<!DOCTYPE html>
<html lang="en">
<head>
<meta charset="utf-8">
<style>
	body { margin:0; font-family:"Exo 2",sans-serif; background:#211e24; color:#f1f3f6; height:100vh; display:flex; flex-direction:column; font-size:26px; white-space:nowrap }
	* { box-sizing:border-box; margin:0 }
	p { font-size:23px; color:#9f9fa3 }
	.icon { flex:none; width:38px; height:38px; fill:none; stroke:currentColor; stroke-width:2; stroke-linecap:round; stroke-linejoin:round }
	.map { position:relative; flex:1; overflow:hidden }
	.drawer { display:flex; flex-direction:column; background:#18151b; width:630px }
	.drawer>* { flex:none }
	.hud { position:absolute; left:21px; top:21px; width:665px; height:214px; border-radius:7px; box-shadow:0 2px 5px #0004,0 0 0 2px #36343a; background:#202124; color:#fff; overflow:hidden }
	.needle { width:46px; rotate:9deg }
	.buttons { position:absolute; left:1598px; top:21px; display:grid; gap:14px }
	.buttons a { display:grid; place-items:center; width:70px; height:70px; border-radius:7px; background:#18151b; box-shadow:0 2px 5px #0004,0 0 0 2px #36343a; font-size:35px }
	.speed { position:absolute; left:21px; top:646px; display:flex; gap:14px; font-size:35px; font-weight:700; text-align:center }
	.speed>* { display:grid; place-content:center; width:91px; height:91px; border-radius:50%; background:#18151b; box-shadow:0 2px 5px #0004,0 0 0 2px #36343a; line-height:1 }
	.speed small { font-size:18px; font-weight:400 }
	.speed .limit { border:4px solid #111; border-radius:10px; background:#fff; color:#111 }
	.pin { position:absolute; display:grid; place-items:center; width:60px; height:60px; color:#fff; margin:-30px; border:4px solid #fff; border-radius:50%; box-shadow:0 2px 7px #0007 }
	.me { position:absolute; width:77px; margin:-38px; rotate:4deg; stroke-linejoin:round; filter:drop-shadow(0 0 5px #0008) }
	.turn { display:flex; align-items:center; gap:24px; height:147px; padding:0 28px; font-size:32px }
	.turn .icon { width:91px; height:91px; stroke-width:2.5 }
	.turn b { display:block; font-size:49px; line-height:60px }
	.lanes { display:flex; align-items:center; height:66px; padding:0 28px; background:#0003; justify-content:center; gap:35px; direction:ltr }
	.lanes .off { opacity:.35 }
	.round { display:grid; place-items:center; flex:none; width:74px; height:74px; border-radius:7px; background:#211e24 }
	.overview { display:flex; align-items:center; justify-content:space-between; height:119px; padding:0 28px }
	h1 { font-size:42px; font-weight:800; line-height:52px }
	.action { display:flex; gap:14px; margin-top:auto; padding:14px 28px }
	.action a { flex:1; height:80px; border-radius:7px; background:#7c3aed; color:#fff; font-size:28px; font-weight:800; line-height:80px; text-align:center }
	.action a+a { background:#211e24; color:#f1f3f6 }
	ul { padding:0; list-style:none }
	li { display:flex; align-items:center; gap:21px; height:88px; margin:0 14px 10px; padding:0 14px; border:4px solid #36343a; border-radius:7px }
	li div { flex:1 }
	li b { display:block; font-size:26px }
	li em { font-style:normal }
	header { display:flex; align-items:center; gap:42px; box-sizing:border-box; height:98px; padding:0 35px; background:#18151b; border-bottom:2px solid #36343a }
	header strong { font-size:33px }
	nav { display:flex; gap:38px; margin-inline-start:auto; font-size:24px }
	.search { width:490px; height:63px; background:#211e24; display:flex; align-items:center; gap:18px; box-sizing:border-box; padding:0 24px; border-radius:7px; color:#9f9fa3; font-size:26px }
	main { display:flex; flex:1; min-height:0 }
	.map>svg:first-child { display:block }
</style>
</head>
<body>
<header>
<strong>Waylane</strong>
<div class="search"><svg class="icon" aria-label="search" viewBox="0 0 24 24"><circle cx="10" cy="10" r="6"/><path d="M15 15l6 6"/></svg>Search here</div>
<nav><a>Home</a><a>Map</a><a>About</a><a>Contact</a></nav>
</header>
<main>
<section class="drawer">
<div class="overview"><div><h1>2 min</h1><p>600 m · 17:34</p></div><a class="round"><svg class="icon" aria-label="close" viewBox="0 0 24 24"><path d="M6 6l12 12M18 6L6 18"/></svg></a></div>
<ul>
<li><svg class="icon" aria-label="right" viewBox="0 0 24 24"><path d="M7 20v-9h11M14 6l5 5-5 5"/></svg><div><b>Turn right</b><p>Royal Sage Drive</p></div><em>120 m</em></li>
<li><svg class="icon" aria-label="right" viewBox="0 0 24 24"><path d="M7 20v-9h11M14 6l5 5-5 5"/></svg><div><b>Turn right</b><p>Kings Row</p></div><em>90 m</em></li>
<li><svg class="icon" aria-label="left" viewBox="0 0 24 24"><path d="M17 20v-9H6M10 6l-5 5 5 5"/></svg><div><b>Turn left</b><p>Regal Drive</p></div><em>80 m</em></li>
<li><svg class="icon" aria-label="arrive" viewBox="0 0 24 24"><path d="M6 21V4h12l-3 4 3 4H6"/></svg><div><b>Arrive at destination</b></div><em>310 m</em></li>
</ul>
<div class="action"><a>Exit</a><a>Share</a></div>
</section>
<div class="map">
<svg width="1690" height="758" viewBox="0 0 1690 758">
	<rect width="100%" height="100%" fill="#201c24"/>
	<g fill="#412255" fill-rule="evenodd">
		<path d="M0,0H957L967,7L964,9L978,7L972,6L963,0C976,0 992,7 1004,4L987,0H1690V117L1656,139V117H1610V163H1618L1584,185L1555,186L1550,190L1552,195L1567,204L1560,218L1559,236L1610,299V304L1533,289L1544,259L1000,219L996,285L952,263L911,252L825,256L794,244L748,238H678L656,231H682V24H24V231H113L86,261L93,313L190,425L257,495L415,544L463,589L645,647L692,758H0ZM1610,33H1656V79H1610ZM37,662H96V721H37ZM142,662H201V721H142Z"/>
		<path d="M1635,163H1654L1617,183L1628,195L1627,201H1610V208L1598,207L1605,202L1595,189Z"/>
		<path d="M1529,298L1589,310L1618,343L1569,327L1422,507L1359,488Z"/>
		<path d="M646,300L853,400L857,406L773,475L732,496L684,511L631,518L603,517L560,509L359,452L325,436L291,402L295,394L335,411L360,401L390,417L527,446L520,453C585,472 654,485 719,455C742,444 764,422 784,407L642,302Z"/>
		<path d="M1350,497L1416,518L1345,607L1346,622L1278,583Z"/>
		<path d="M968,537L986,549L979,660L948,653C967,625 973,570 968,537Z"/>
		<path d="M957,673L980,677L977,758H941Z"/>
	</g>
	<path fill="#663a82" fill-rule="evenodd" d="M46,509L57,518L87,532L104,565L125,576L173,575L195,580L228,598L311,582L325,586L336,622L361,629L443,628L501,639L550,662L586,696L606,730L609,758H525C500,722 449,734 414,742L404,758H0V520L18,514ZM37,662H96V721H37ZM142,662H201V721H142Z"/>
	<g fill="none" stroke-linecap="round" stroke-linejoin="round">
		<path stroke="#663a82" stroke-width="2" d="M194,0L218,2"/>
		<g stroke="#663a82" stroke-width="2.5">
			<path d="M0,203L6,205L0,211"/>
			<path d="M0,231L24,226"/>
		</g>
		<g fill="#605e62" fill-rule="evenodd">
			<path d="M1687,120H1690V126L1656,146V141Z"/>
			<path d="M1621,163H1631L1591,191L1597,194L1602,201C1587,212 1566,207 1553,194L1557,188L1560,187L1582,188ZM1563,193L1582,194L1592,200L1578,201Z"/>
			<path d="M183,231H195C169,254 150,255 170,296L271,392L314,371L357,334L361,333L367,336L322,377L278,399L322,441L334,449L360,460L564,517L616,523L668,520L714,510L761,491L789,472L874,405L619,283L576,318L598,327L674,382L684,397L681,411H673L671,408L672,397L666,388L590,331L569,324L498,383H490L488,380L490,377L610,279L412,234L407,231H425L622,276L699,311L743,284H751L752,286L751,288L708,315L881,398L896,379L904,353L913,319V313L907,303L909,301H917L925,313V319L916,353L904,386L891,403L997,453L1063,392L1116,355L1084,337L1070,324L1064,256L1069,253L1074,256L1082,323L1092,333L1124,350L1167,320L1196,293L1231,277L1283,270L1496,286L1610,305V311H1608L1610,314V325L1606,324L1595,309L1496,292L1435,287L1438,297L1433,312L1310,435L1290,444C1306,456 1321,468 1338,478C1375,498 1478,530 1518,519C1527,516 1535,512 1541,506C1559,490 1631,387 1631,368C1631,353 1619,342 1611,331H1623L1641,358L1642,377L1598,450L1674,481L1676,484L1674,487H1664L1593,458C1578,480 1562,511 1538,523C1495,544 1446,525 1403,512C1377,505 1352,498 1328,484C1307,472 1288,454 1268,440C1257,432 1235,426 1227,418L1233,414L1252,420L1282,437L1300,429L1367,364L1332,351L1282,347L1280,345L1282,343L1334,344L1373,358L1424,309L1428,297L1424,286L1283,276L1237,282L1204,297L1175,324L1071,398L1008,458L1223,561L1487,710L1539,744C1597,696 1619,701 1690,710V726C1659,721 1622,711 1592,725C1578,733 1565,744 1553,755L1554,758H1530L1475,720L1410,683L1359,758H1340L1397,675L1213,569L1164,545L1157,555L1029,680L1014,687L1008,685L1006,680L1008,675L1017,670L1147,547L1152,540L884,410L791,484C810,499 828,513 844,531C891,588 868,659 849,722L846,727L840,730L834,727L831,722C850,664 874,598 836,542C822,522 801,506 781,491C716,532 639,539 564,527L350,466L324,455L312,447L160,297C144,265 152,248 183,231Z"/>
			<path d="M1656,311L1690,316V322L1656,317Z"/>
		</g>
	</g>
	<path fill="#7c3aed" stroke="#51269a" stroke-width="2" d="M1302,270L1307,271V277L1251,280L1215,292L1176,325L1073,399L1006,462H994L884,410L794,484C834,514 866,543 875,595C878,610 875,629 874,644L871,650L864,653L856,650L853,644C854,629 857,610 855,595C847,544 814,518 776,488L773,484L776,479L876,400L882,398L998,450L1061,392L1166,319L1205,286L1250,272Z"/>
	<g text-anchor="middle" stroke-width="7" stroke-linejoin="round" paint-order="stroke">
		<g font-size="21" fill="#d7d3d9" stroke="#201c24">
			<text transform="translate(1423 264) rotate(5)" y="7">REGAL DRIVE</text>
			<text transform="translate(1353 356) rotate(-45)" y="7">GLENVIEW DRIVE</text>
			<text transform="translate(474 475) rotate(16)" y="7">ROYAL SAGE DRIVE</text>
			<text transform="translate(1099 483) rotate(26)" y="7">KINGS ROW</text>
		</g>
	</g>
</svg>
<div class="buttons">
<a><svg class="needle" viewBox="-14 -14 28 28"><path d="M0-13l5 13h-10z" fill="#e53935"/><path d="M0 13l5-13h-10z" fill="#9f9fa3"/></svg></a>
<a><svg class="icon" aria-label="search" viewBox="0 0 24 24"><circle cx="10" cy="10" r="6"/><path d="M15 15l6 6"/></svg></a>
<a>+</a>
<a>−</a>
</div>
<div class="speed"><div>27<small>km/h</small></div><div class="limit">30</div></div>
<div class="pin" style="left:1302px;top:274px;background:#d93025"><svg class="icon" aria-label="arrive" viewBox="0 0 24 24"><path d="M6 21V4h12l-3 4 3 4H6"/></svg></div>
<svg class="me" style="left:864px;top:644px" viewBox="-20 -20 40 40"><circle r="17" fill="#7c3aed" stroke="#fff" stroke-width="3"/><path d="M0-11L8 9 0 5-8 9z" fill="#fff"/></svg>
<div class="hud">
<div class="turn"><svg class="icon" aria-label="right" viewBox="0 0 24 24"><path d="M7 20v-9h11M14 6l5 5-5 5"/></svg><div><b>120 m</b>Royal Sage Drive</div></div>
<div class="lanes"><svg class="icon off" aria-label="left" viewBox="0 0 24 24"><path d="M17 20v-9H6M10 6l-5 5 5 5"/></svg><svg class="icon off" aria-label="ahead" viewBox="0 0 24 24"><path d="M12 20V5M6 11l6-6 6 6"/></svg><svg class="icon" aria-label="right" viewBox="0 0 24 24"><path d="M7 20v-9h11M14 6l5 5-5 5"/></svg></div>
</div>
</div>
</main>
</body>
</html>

WHAT THIS TASK INVOLVES:
Among the lines above, find each one containing the string "limit" and copy it.

RESPONSE:
	.speed .limit { border:4px solid #111; border-radius:10px; background:#fff; color:#111 }
<div class="speed"><div>27<small>km/h</small></div><div class="limit">30</div></div>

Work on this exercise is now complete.